One of the country’s most well-known soldiers has claimed mercenaries could be the West’s key to defeating Isis.

Simon Mann, former SAS soldier turned private mercenary, has years of experience in the world of hired fighters and told the Telegraph that they could be the answer that the US and UK are looking for.

Mann, who ran the mercenary firm Executive Outcomes, credited with stopping rebels in Angola and Sierra Leone uprisings, admitted that he had no plans to start gathering troops into Iraq and Syria, however.

But that doesn’t mean he wouldn’t help if someone asked. “If someone from the Iraqi government said ‘Okay Simon, we have got the money for you to put together a 2,000-strong force’, I would tell them ‘yes, we could probably do something useful’,” he told the paper.

Indeed he believes that putting together a successful mercenary army for the Iraqi government would not be impossible. They would need weapons, aircraft and armour – all of which the Iraqi army would be able to provide if they needed to, the ex-Scots Guards Mann said.

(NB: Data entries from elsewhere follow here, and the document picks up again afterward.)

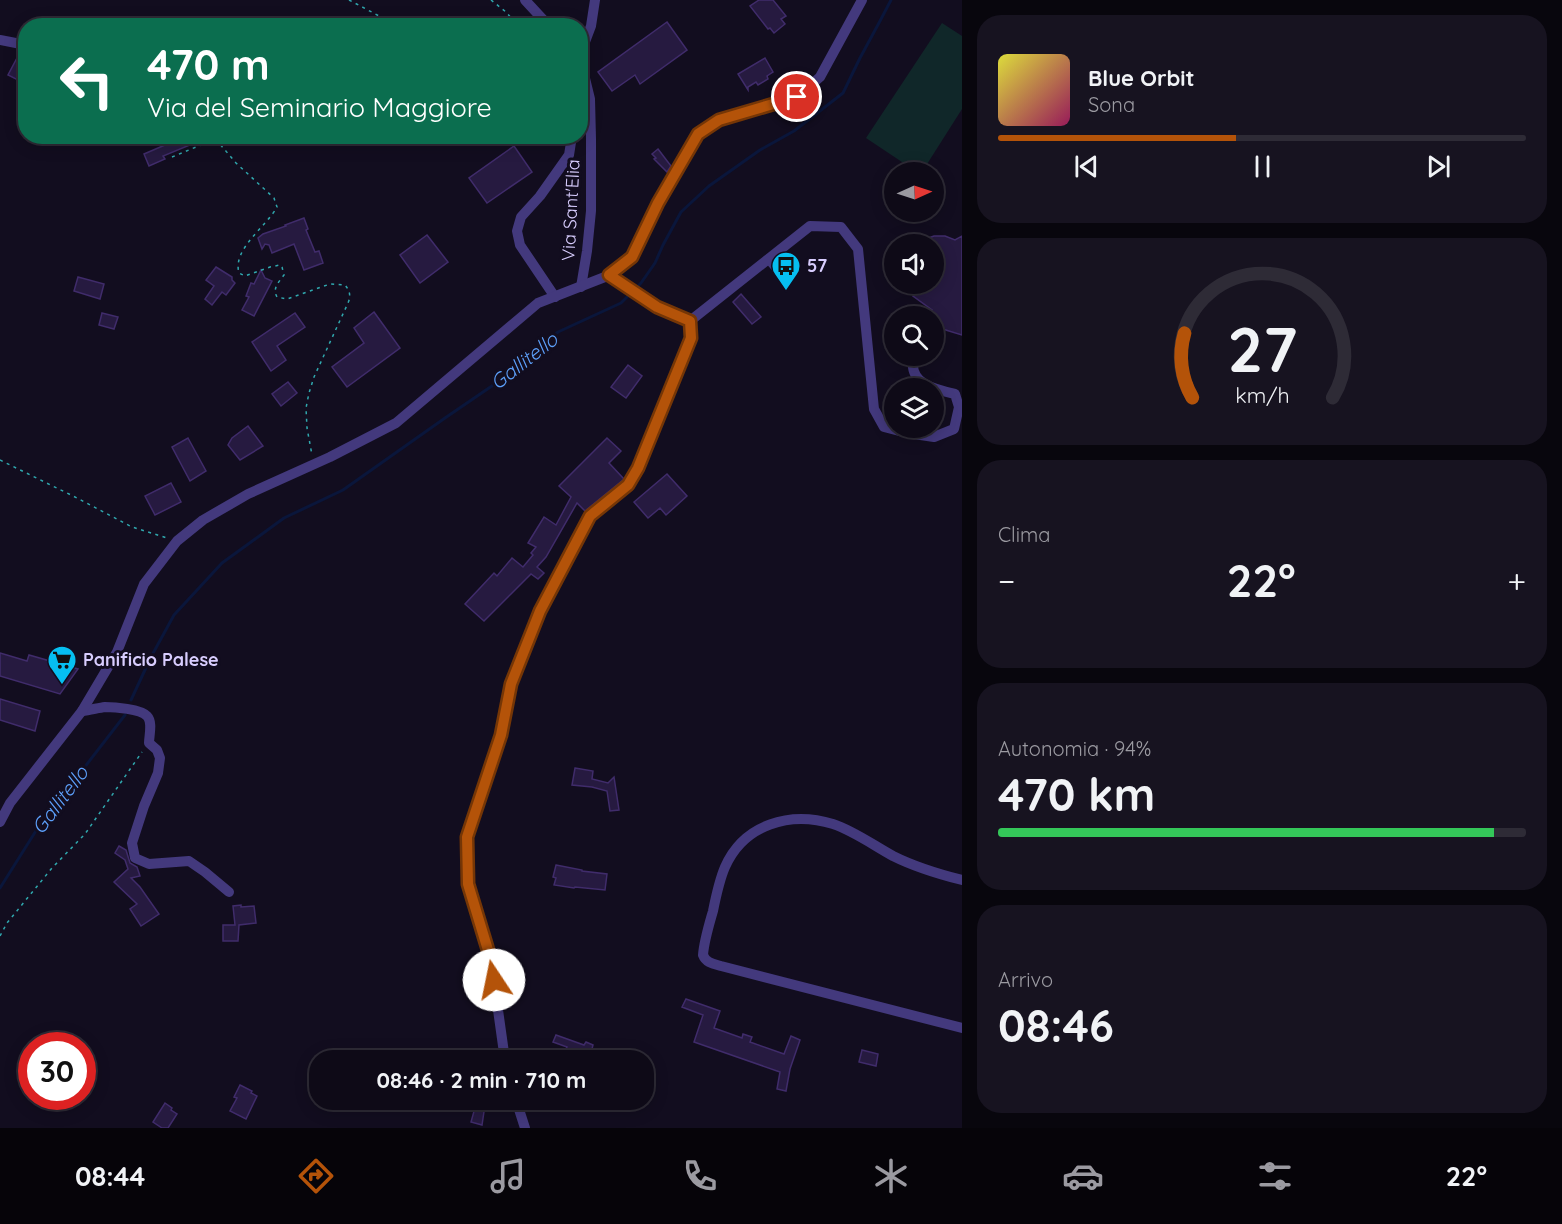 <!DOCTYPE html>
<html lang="it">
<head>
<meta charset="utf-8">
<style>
	body { margin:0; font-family:Quicksand,sans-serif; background:#171320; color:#f1f3f6; height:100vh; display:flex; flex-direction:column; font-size:22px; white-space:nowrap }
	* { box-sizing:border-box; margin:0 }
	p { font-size:20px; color:#9b9aa1 }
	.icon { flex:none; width:33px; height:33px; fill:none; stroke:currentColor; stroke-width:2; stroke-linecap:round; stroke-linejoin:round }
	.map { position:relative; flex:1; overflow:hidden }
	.side { display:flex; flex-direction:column; gap:15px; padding:15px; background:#08060d; width:600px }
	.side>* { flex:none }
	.hud { position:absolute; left:18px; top:18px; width:570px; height:126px; border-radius:24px; box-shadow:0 3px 15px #0003,0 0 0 2px #2e2b36; background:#0b6e4f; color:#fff; overflow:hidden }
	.needle { width:39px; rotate:87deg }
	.buttons { position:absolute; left:884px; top:162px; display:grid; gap:12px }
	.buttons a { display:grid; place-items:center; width:60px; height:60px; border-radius:50%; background:#0e0a17; box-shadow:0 3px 15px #0003,0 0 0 2px #2e2b36; font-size:30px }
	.speed { position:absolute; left:18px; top:1032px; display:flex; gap:12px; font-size:30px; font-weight:700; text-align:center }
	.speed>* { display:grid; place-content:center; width:78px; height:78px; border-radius:50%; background:#0e0a17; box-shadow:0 3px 15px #0003,0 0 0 2px #2e2b36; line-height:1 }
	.speed .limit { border:9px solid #d22; background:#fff; color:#111 }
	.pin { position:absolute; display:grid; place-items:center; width:51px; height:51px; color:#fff; margin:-26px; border:3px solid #fff; border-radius:50%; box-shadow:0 2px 6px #0007 }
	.me { position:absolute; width:66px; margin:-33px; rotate:349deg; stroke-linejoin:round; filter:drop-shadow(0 0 4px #0008) }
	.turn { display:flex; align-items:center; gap:21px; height:126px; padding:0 30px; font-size:27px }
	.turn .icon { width:78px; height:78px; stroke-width:2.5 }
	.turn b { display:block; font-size:42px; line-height:51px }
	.big { font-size:45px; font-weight:700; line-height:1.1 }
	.side .widget { flex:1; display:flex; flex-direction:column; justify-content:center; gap:9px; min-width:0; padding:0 21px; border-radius:24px; background:#171320 }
	.side .dial { align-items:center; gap:0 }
	.dial svg { height:156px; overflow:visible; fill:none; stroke:#2e2b36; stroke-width:7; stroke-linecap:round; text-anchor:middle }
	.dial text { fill:#f1f3f6; stroke:none }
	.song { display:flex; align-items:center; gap:18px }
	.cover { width:72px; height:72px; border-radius:9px; background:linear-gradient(135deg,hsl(60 70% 55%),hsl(330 70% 35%)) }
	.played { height:6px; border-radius:3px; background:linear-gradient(90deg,#b45309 45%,#2e2b36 45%) }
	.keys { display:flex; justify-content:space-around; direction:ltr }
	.heat { display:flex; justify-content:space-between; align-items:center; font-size:33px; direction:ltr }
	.charge { height:9px; border-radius:4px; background:linear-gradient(90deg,#34c759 94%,#2e2b36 0) }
	.trip { position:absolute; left:309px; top:1050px; width:345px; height:60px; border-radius:24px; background:#0e0a17; box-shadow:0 3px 15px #0003,0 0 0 2px #2e2b36; font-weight:700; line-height:60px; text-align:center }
	.menu { display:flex; height:96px; justify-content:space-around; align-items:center; background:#060409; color:#9b9aa1 }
	.menu .icon { width:42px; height:42px }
	.menu .selected { color:#b45309 }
	.menu b { font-size:27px; color:#f1f3f6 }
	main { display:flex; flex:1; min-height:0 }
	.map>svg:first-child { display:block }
	.green { fill:#102729 }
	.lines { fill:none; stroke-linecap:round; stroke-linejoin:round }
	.stream { stroke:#0a163b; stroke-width:3 }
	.building { fill:#261a40; stroke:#402c6b; stroke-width:1.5 }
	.path { stroke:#30a8ae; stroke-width:1.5; stroke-dasharray:3 4.5; stroke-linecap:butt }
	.minor { stroke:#43397d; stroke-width:10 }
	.route-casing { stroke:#753606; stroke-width:15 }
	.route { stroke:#b45309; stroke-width:10 }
	.labels { text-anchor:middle; stroke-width:6; stroke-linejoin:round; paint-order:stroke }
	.street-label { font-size:18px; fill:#d8cdfe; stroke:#120d1f }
	.poi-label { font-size:18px; font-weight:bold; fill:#d8cdfe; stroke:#120d1f; text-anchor:start }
	.water-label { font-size:20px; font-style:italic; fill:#5da0fb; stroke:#120d1f }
</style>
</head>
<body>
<main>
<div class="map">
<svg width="962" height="1128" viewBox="0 0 962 1128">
	<rect width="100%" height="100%" fill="#120d1f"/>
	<polygon class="green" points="942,23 962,36 962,109 922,172 917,172 866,138"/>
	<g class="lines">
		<g class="stream">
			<polyline points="131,700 151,657 174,615 222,563 284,518 343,490 445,418 508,375 558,332 621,303 641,283 655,263 663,245 681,212 709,186 760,150 794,131 843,93 860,58 880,21 891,0"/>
			<polyline points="0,888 39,826 125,715"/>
		</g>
	</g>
	<g class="building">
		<polygon points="759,0 773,0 786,16 781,19 785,24 774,33 770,28 768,29 750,6"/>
		<polygon points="667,22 687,50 640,84 635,75 612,91 598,72"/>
		<polygon points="17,58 26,62 26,84 8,75"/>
		<polygon points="765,58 773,72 767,76 768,79 758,85 756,82 748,87 748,90 738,74"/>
		<polygon points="186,136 209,137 163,156 165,159 149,166 144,154"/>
		<polygon points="514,146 532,172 487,203 469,178"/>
		<polygon points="658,149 671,166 667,172 654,159 656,158 652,154"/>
		<polygon points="304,218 308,229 306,230 315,252 319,251 323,263 304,270 294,244 272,253 269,245 265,244 262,249 258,238 263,234 286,226 285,225"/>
		<polygon points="427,235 448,262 420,283 400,255"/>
		<polygon points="934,236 945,236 955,240 962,236 962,335 939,328 933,337 933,316 928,316 932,310 913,296 922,284 933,284 933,244 912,244"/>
		<polygon points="216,267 232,277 232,280 235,283 226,295 222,292 212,305 205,299 214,286 206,280"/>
		<polygon points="261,270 265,278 272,281 254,316 242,310 249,297 246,296 251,283 254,284"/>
		<polygon points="78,277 104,284 100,299 74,291"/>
		<polygon points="741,294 761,317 752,324 733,302"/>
		<polygon points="374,312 400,348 347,387 332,367 364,343 354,328"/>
		<polygon points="102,313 118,317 114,329 99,325"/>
		<polygon points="295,313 305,327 277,346 286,360 271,371 252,342"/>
		<polygon points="628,365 642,376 626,398 611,387"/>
		<polygon points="288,382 297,393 281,406 272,394"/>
		<polygon points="248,426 263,446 240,460 228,445 232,438"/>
		<polygon points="188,438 206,471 190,481 172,447"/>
		<polygon points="607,438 621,451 609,463 624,479 623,480 585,511 577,503 546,557 537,567 544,573 538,579 531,574 484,621 465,604 494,573 497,576 512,558 523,567 533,555 531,553 536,547 528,543 544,517 556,525 571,497 559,486"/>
		<polygon points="667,474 687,496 666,515 660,508 648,518 634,502"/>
		<polygon points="171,483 181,502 155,515 145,496"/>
		<polygon points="0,653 27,661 29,655 78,669 60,694 0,676"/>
		<polygon points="0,699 40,711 35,731 0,720"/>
		<polygon points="575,768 593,771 592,779 608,783 614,777 619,810 610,811 607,791 592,787 572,785"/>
		<polygon points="119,846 126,850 130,863 137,867 140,876 131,878 140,887 159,914 141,926 130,909 137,904 114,882 128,869 125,860 115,853"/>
		<polygon points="556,865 582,870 582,871 607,874 605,890 575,887 574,888 554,885 556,878 553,877"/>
		<polygon points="241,905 241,907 254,906 256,923 239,925 238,941 223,941 223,925 235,925 233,906"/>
		<polygon points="686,999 720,1011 714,1028 742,1038 743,1034 752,1037 750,1042 784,1054 791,1036 800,1040 790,1069 786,1091 777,1089 780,1072 694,1042 703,1015 682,1007"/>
		<polygon points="556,1035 584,1045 586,1042 593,1045 590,1057 582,1054 579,1060 562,1060 567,1047 553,1042"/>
		<polygon points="862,1050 878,1054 876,1066 859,1062"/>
		<polygon points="240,1085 252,1091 251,1093 257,1096 246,1119 230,1111 237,1098 234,1097"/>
		<polygon points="165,1103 172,1108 171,1110 177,1114 168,1128 162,1128 153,1122"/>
		<polygon points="476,1104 485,1105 482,1125 471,1122"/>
	</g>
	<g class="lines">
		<g class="path">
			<polyline points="349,0 398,26"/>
			<polyline points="491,0 506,12 518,26"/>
			<path d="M172,157L208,142L219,143L236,163L274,198L277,207C267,226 232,249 239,273L245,276L270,267L280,265L282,267L284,275C279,282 272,288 277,297L287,299L330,284L345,285C350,291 351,296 348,303L314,377L309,393L306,408L307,428L312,455"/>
			<polyline points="0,460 77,498 132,527 167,538"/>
			<polyline points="0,936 7,923 52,868 85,834 142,752"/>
		</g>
		<g class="minor">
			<polyline points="525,0 549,26"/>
			<polyline points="0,40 26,45"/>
			<polyline points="580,55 591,26 595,0"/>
			<polyline points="580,58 590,99 591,139 591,211 587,251 581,287"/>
			<polyline points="769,259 785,278"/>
			<path d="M610,275L657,307L690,321L810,226L841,227L858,249L874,409L884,427L907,433L934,437L954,429L959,407L955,394C933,389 907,383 914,356"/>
			<polyline points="555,297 520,245 517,231 521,217 540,196 569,155 572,136"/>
			<path d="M82,711C90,710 98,708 105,707C114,707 141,709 147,716C153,722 149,736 149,743L157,750L160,758L158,773L144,806L132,843L135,858L149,864L189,861L205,872L229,892"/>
			<polyline points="0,822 10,803 82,711 117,652 144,584 177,541 203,520 248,494 330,457 396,423 538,303 610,275 632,257 658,203 698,134 719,120 797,97 820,77 862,0"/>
			<path d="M962,880C938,874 915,867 893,856C873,845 854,831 833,824C790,811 744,824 725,867C719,881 716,896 713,911C709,925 704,941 703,955C706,963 714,964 721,966L962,1028"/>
			<polyline points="505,1060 491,960 468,884 467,837 501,735 511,684 540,611 590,516 629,485 638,468 691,338 690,321"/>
			<polyline points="516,1100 525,1128"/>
		</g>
	</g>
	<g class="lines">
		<g class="route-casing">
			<polyline id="route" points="494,980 491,960 468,884 467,837 501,735 511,684 540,611 590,516 628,485 638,468 691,338 690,321 657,307 609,275 632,257 658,203 698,134 719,120 797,97"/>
		</g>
		<use href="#route" class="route"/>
	</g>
	<defs>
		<g id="bus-pin" transform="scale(1.5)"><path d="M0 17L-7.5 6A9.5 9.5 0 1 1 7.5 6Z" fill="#06bff1" stroke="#120d1f"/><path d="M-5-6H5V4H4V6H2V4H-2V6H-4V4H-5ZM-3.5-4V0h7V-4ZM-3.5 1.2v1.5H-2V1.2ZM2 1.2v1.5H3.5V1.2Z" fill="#111"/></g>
		<g id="supermarket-pin" transform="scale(1.5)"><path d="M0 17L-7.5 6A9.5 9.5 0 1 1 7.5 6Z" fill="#06bff1" stroke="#120d1f"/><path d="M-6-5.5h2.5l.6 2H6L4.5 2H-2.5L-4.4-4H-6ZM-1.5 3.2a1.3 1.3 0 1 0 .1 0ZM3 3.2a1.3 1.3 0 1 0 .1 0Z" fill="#111"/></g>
	</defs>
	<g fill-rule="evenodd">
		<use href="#bus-pin" x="786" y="266"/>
		<use href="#supermarket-pin" x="62" y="660"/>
	</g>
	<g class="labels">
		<g class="street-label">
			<text transform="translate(571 210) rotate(-87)" y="6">Via Sant'Elia</text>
		</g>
		<g class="poi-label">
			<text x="807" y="272">57</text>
			<text x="83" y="666">Panificio Palese</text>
		</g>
		<g class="water-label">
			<text transform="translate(524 361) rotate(-38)" y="7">Gallitello</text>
			<text transform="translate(60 800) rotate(-53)" y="7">Gallitello</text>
		</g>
	</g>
</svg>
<div class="buttons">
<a><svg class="needle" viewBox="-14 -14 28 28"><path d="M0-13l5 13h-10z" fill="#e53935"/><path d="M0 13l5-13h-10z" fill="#9b9aa1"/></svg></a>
<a><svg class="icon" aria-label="sound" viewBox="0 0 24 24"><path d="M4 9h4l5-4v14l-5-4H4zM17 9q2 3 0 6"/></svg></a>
<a><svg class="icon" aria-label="search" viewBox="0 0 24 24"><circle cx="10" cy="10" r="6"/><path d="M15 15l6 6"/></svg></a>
<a><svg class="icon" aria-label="layers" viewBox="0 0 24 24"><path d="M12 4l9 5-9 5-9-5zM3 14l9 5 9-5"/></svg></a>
</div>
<div class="speed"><div class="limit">30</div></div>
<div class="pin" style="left:797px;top:97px;background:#d93025"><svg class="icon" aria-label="arrive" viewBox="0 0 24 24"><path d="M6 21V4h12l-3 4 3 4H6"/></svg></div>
<svg class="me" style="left:494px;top:980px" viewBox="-20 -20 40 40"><circle r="19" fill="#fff"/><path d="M0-13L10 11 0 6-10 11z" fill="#b45309"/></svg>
<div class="trip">08:46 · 2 min · 710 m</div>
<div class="hud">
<div class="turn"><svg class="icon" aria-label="left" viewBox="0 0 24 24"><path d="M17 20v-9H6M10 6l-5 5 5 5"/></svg><div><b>470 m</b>Via del Seminario Maggiore</div></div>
</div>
</div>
<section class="side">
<div class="widget">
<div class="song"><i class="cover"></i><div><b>Blue Orbit</b><p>Sona</p></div></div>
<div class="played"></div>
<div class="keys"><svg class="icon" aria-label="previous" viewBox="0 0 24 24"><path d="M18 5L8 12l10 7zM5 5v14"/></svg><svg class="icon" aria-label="pause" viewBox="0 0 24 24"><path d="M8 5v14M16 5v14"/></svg><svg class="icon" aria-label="next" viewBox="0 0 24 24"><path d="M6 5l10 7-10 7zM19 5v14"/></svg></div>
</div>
<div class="widget dial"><svg viewBox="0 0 100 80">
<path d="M14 69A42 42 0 1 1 86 69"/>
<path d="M14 69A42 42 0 0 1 10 36" stroke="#b45309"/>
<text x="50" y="56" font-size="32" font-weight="700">27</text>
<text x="50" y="72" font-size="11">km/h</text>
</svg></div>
<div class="widget"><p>Clima</p>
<div class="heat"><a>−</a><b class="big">22°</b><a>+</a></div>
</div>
<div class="widget"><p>Autonomia · 94%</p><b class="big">470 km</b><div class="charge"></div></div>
<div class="widget"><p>Arrivo</p><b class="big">08:46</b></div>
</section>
</main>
<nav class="menu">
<b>08:44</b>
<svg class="icon selected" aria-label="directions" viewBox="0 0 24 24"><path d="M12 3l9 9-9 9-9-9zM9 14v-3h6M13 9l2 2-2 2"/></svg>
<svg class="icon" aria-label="music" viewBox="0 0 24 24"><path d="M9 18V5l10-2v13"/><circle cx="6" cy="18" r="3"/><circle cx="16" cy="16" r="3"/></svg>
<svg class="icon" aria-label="phone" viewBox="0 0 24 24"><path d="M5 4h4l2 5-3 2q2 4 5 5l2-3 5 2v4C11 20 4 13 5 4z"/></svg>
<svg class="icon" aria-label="climate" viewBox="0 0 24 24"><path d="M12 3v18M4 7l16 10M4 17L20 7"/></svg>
<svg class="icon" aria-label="car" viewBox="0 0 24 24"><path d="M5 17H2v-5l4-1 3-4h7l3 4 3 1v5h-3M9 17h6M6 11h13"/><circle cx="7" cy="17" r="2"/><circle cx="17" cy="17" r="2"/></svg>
<svg class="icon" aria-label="filters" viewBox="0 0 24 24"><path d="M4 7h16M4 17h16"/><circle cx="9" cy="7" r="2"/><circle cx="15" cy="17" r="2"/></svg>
<b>22°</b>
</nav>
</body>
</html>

The task for a private company managing the troops would largely be an issue of training and building group spirit.

“With the right training, probably a minimum of two months, you can turn pretty much anyone into good troops, as long as you have good officers and good NCOs.

“After all, if you are a soldier and you are about to go into battle, what goes through your mind? Firstly, you are sh**ing yourself. And secondly, you have to know that you are going to win. No one wants to die pointlessly,” the 62-year-old added.

Other mercenary forces have been successful in pushing back Boko Haram in Nigeria. This demonstrated the fact that hiring fighters could be a viable option for western governments unwilling to send in their own troops.

Mann spent five years in a hellish prison in Equatorial Guinea after helping to orchestrate a coup d'état against the government that failed. He was supposed to serve 35 years but was released in 2009 following a humanitarian pardon.

The episode was detailed in his memoir, Cry Havoc, which he concentrated on writing in the years following his release.